Alguien llama a la puerta. Lo hace con tal firmeza que no puedo evitar que el corazón me dé un vuelco. De un salto, me levanto y me asomo por la ventana. Ahí, abajo, delante de nuestra puerta hay un pequeño carruaje de madera negra con la puerta abierta.

Me visto a toda prisa, y cuando me estoy atando los cordones del corsé mi padre llama dos veces a la puerta. No abre, solo murmura:

―Han venido a buscarte.

Me pongo las botas, pero no me ato los cordones. Troto a toda prisa escaleras abajo. Opie, que ya estaba encendiendo los hornos, levanta tanto la barbilla que creo que va a partirse el cuello.

―¿Está loco? ―le pregunto en cuanto abro la puerta―Era yo quien debía ir a palacio. ¿Por qué han traído un carruaje aquí?

El hombre, con la tez oscura y el pelo muy corto, me mira un instante sin expresión en el rostro.

―El rey ha creído que sería una buena forma de empezar su nueva etapa en la alta sociedad ver cómo es París desde un carruaje.

No, eso no es más que una idiotez. El rey solo quiere hacerme entender que saben dónde vivo. Que pueden venir aquí, cuando quieran, y hacer que todo el mundo descubra la verdad antes de que yo misma pueda contarlo. Si todo el mundo se entera entonces mi vida en la panadería sería imposible y, mucho antes de lo acordado, tendría que trasladarme a palacio. Así que, definitivamente, la palabra del rey no vale nada.

―Cuando quiera...

El hombre sube al carruaje y espera pacientemente a que me vuelva hacia mi padre y Opie, que me miran en la distancia.

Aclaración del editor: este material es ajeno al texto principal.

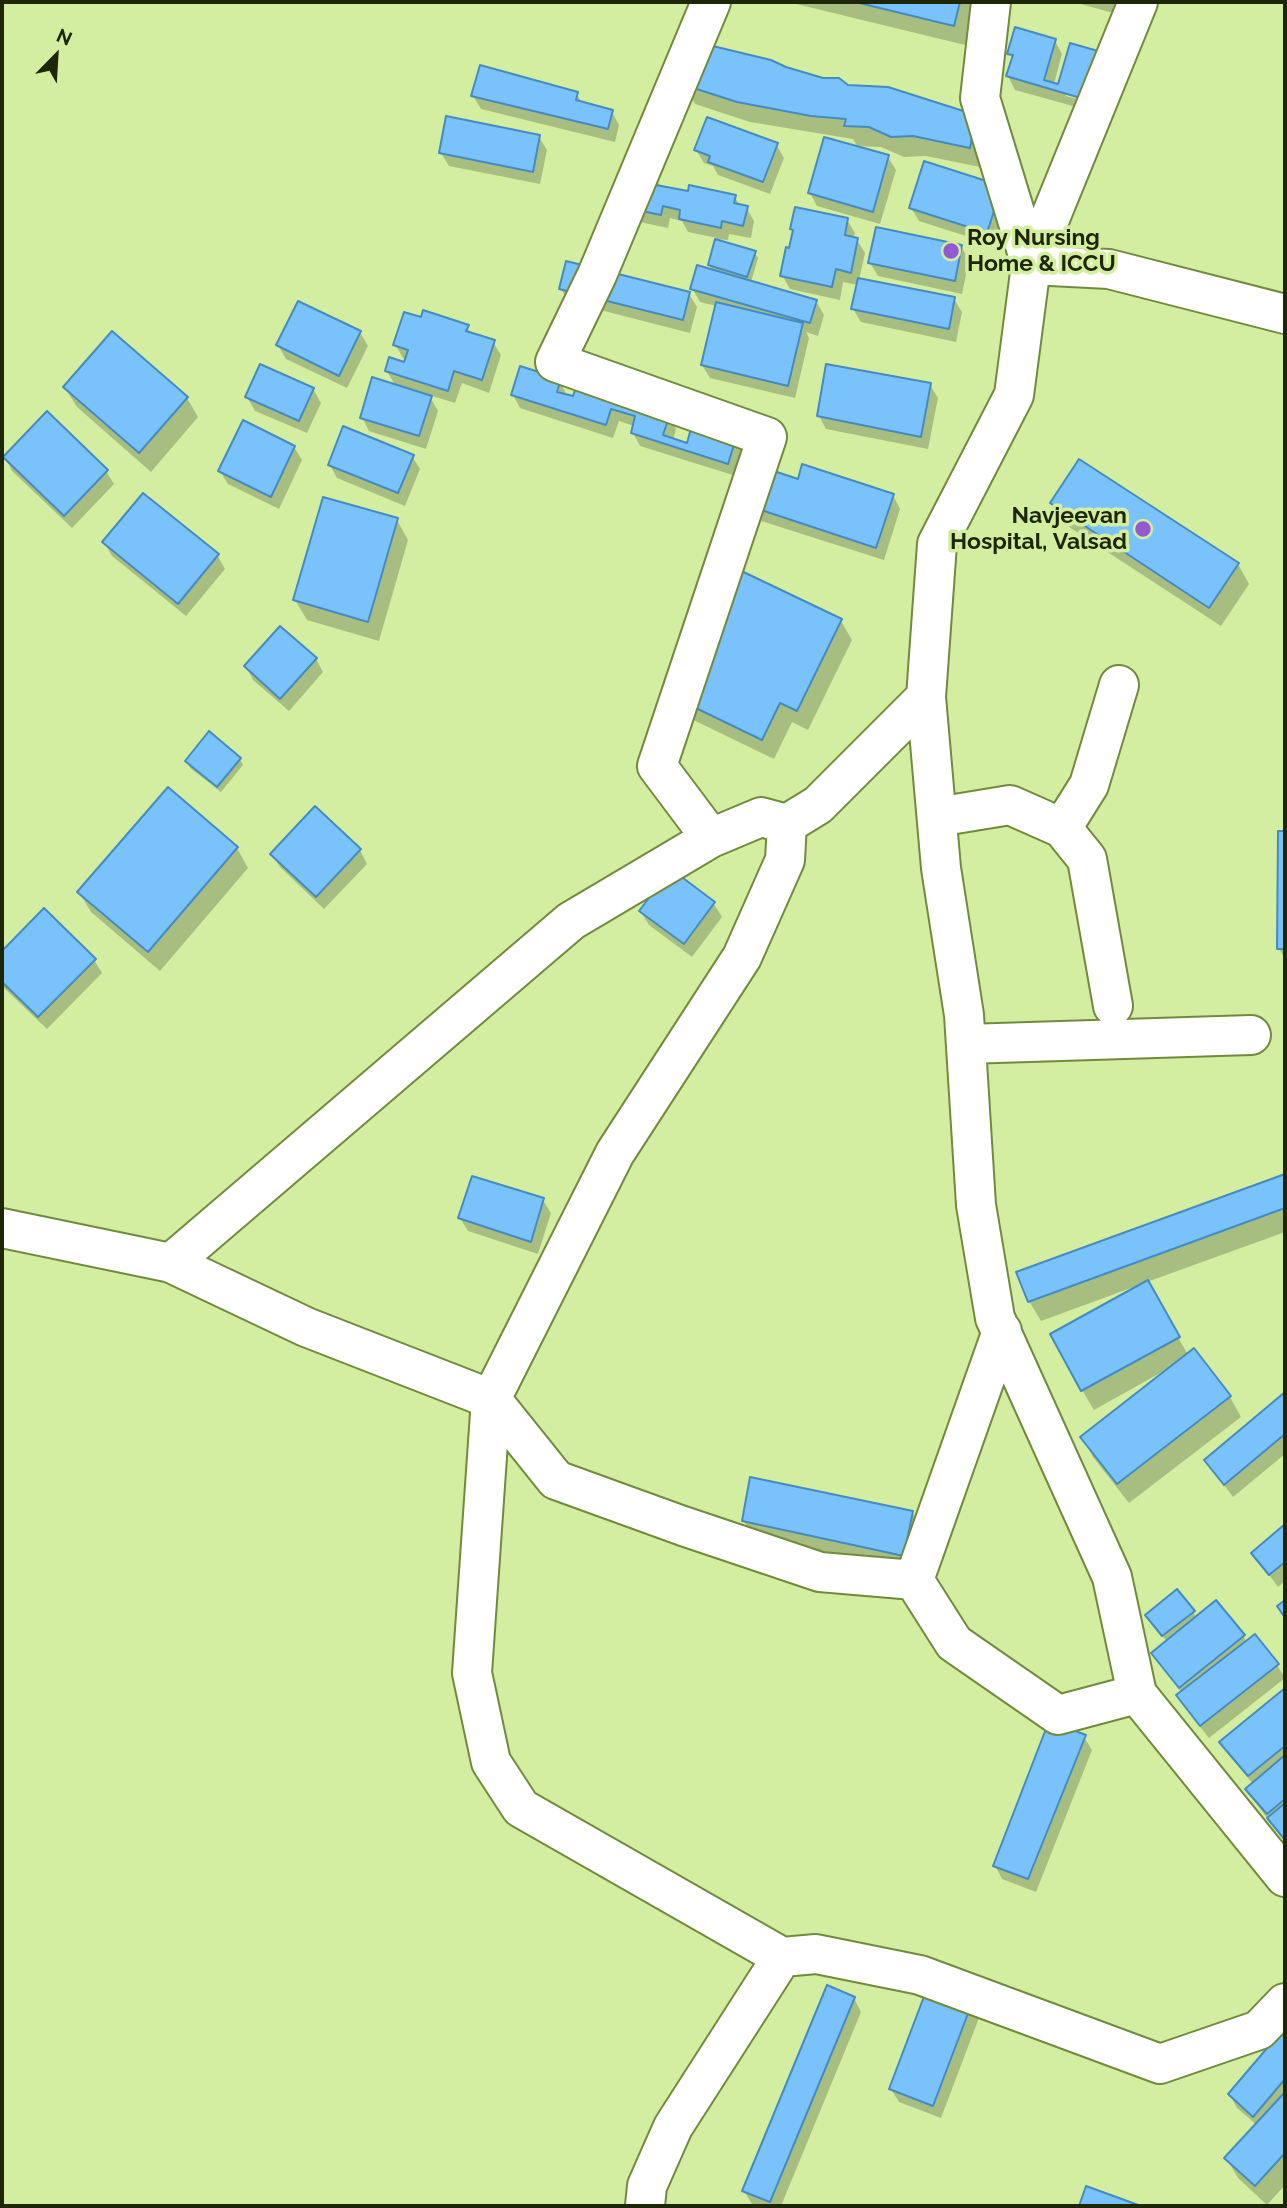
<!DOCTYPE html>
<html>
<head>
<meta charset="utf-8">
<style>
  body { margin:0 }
  #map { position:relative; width:1287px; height:2208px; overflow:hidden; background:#d3eea0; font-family:Raleway,sans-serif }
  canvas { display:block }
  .frame { position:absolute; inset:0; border:4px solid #1d2606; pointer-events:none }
  .north { position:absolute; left:21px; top:21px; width:70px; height:70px; -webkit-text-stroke:5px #d3eea0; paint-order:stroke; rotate:24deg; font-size:19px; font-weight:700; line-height:28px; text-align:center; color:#1d2606 }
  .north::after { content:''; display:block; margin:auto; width:24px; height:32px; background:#1d2606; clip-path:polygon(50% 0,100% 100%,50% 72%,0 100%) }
</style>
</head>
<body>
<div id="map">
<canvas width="1287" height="2208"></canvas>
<div class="frame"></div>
<div class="north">N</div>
</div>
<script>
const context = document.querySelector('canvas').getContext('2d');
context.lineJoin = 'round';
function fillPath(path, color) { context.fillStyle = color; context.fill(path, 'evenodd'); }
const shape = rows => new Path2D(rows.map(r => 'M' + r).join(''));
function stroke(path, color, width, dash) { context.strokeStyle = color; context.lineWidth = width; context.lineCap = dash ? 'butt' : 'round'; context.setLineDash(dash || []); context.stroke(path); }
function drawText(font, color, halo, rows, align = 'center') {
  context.font = font + ' Raleway,sans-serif'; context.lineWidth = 7; context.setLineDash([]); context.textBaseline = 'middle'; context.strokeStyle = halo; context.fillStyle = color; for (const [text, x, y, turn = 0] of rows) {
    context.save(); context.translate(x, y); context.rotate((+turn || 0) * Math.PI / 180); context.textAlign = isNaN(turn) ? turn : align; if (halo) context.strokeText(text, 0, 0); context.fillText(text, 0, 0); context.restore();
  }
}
const shadow = shape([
  [788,2,976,2,965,45],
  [1073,2,1120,2,1117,14],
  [1055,41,1062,54,1054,84,1060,86,1104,66,1091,111,1015,90,1008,76,1013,60,1009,53],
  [1066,92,1092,103,1066,96],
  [785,69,847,86,986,136,980,167,926,156,904,157,881,147,857,146,853,139,750,122,695,104,683,84],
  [577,94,582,104,612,112,619,125,615,142,481,109,473,96],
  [539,137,547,150,540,184,449,166,441,153],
  [776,144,784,158,770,194,718,175,713,166,704,163,696,150],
  [888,157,896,170,880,224,817,206,810,193],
  [656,180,661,187,689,193,735,197,740,206,746,207,754,221,751,238,729,234,728,240,718,239,718,241,754,252,758,258,751,282,816,301,824,315,818,336,806,332,809,338,795,398,710,378,702,365,716,306,700,302,692,288,713,271,709,265,717,238,688,232,682,221,670,218,668,228,626,219],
  [1008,201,994,245,919,221,911,208],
  [847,220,855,233,853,239,857,240,865,253,859,280,954,299,962,312,956,342,861,322,853,309,858,285,843,282,840,300,790,289,782,275,794,233,792,229],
  [961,246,969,260,962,294,878,276,870,263],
  [561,289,689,294,697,307,690,333,569,302],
  [467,327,472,335,493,342,501,355,489,393,462,383,455,403,429,395,438,411,426,449,369,431,362,417,396,387,387,371,405,364,406,359,403,358,395,344],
  [360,332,368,346,347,388,286,359,278,345],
  [560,381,567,396,669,415,676,429,673,440,688,445,736,437,744,450,736,476,640,446,633,433,634,426,619,421,613,438,520,408,513,395],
  [930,385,938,398,928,449,826,429,819,416],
  [65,388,187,398,198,417,151,472,77,407],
  [313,389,321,403,307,433,255,411,247,397],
  [294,447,302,460,279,509,228,484,220,471],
  [412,456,420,469,405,506,337,478,330,465],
  [5,457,106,471,114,484,72,528,12,471],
  [893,495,900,509,884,560,758,520,750,506],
  [1052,503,1238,564,1249,584,1221,626,1063,523],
  [397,520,408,540,379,641,307,620,295,600],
  [104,542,217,555,225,569,186,616,112,556],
  [841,621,852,640,808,730,792,722,774,759,685,716],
  [316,659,323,672,289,711,253,680,246,666],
  [240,759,243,765,221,792,190,768,187,761],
  [315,809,360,850,367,864,324,909,280,867,272,854],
  [1279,832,1285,832,1285,960,1279,948],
  [237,848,248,868,160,971,91,912,79,892],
  [671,871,714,904,722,917,692,957,649,925,641,912],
  [44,911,94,960,102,973,47,1029,2,986,2,954],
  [1285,1175,1285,1232,1147,1282,1188,1355,1194,1350,1230,1397,1241,1417,1129,1503,1093,1457,1082,1437,1163,1374,1162,1372,1094,1410,1082,1390,1139,1285,1041,1321,1029,1301,1018,1273],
  [543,1200,551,1213,538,1254,468,1231,460,1218],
  [1285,1394,1285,1454,1233,1497,1206,1460],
  [912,1512,924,1532,915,1575,755,1541,744,1521],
  [1285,1527,1285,1581,1278,1587,1253,1553],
  [1193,1612,1197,1618,1243,1636,1247,1642,1277,1665,1285,1678,1209,1738,1186,1709,1179,1695,1182,1693,1153,1654,1167,1642,1147,1616],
  [1285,1690,1285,1842,1255,1802,1247,1789,1253,1784,1229,1755,1221,1742],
  [1084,1737,1092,1750,1036,1892,1002,1879,995,1865],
  [935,1973,985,2002,941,2118,899,2102,891,2089],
  [854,1998,861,2012,781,2206,757,2206,752,2204,744,2191],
  [1285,2030,1285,2185,1267,2205,1238,2178,1227,2159,1257,2125,1237,2108,1230,2095]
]);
const building = shape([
  [855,2,960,2,954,26,855,2],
  [1015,27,1056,39,1044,80,1058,84,1070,43,1098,51,1084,99,1006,76,1013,55,1007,54,1015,27],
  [696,42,771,60,786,67,823,78,839,78,848,85,888,87,976,115,970,148,913,136,891,137,869,127,844,126,846,119,811,116,737,102,681,84,696,42],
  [480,65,578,92,576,100,613,110,608,129,471,96,480,65],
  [446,116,540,135,533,172,439,153,446,116],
  [707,117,778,143,763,182,708,162,710,156,694,150,707,117],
  [824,137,889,155,873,212,808,193,824,137],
  [924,161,1002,186,987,233,909,208,924,161],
  [658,179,656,185,688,191,689,185,736,195,734,203,748,206,743,226,722,221,721,228,679,219,680,210,663,206,661,215,617,206,658,179],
  [795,207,848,218,845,235,858,238,851,273,836,269,832,287,780,276,786,247,789,248,793,230,790,229,795,207],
  [876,227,962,245,955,281,868,263,876,227],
  [715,239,756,251,747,277,708,265,715,239],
  [566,261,690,292,683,320,559,289,566,261],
  [697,265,817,300,810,323,690,289,697,265],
  [858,278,955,297,949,329,851,309,858,278],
  [298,301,361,331,339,376,276,345,298,301],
  [716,302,803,323,788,386,701,365,716,302],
  [423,310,469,325,466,331,495,340,482,380,454,371,448,391,385,371,389,357,404,362,408,350,393,345,404,312,421,317,423,310],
  [112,331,188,397,139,453,63,387,112,331],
  [260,364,314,388,299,421,245,397,260,364],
  [826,364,931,383,921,437,817,416,826,364],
  [520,366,561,379,557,392,573,396,577,384,670,414,663,435,687,443,693,421,737,435,728,464,631,433,635,416,611,409,606,425,511,395,520,366],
  [372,377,432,396,419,436,360,418,372,377],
  [47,411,108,470,64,516,3,457,47,411],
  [243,420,295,446,271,497,218,471,243,420],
  [343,426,414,455,398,493,328,465,343,426],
  [1079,459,1239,563,1209,608,1050,503,1079,459],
  [802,464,894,494,876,548,749,506,762,467,798,479,802,464],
  [143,493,219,554,178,604,102,542,143,493],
  [323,497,398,518,368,622,293,600,323,497],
  [733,567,842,619,797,711,780,703,762,740,671,696,733,567],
  [280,626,317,658,280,699,244,666,280,626],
  [209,731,241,758,217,787,185,761,209,731],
  [168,787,238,847,148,952,77,892,168,787],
  [315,806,361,849,316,897,270,854,315,806],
  [1278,831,1285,831,1285,949,1277,949,1278,831],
  [671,869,715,902,684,944,639,911,671,869],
  [44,908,96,959,38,1017,2,982,2,951,44,908],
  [1285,1174,1285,1208,1028,1302,1016,1272,1285,1174],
  [472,1176,544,1198,531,1242,458,1218,472,1176],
  [1148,1280,1180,1337,1081,1391,1050,1334,1148,1280],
  [1194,1348,1231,1396,1117,1484,1080,1437,1194,1348],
  [1285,1392,1285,1434,1224,1485,1204,1460,1285,1392],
  [750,1477,913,1511,904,1556,742,1521,750,1477],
  [1285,1524,1285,1562,1269,1575,1251,1553,1285,1524],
  [1177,1589,1195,1611,1162,1636,1145,1615,1177,1589],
  [1216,1600,1245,1635,1179,1688,1151,1653,1216,1600],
  [1285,1600,1285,1618,1277,1606,1285,1600],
  [1255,1634,1279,1664,1200,1726,1176,1695,1255,1634],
  [1285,1688,1285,1746,1248,1776,1219,1742,1285,1688],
  [1049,1721,1086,1735,1028,1879,993,1866,1049,1721],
  [1285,1755,1285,1799,1267,1814,1245,1789,1285,1755],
  [1285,1803,1285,1840,1267,1818,1285,1803],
  [934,1970,978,1987,933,2106,889,2089,934,1970],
  [827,1985,855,1997,770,2202,742,2191,827,1985],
  [1285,2027,1285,2079,1253,2117,1228,2094,1285,2027],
  [1285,2092,1285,2153,1255,2186,1224,2158,1285,2092],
  [1086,2186,1141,2206,1079,2206,1086,2186]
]);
const minor = shape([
  [711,2,597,275,555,362,767,437,657,766,711,838],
  [991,2,980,98,1031,265],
  [1138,2,1031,265,1014,395,937,544,926,697,941,868,964,1015,976,1205,995,1318,1112,1577,1137,1694,1285,1877],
  [1031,265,1109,269,1285,314],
  [937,817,1010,805,1062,828,1087,859,1113,1006],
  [787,824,785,860,742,957,615,1153,491,1399,472,1673,491,1762,521,1808,782,1957,816,1954,920,1975,1160,2064,1259,2030,1285,2003],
  [1062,828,1089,785,1119,685],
  [966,1044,1251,1035],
  [2,1228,171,1263,306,1327,491,1399,556,1480,683,1526,820,1572,914,1580,1002,1331],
  [171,1263,571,921,711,838,761,817,787,824,818,805,926,697],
  [914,1580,954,1643,1058,1715,1137,1694],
  [645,2206,647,2186,673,2127,782,1957]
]);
const markers = [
  [951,251,9,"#945ad1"],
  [1143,529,9,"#945ad1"]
];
const poiNames = [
  ["Roy Nursing",967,238],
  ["Home & ICCU",967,264],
  ["Navjeevan",1127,516,"right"],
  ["Hospital, Valsad",1127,542,"right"]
];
fillPath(shadow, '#0003');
fillPath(building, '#7ac2fc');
stroke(building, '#468bbf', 2);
stroke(minor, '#728a3e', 42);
stroke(minor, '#fff', 38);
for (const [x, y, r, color] of markers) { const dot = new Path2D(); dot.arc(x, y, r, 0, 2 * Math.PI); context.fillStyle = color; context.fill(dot); stroke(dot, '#d3eea0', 2.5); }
drawText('bold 23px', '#1d2606', '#d3eea0', poiNames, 'left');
</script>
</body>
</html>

―Volveré más tarde―murmullo.

Y entonces subo al carruaje, que se bambolea ligeramente, y me acomodo en un estrecho asiento. El hombre de la tez oscura cierra la puertecilla y yo me cuido de correr la cortina, para que nadie pueda verme. Y espero. Espero uno, dos, y hasta tres segundos. Pero como no nos movemos, me asomo y grito al conductor:

―¡En marcha!

Y con un respingo, azota al caballo y este comienza a trotar.

Es horrible. Es la sensación más parecida a subirse en una barcaza en un mar alborotado. El pequeño carruaje parece temblar sobre sus finas y delgadas ruedas, que atraviesan las calles descuidadas y llenas de desniveles provocados por las lluvias torrenciales. Durante un instante tengo la necesidad de descorrer la cortina y buscar un punto fijo en el que clavar la vista para no marearme. Pero no lo hago. Porque no quiero que nadie me vea aquí subida y sé que todo el mundo está mirando la estela de un elegante carruaje que no encaja en estas calles.

Si Opie comenzara a contar por ahí que me mareo en el interior de un carruaje, mi historia sobre la barca, el Sena y el vómito en sus zapatos dejaría de tener tanta gracia.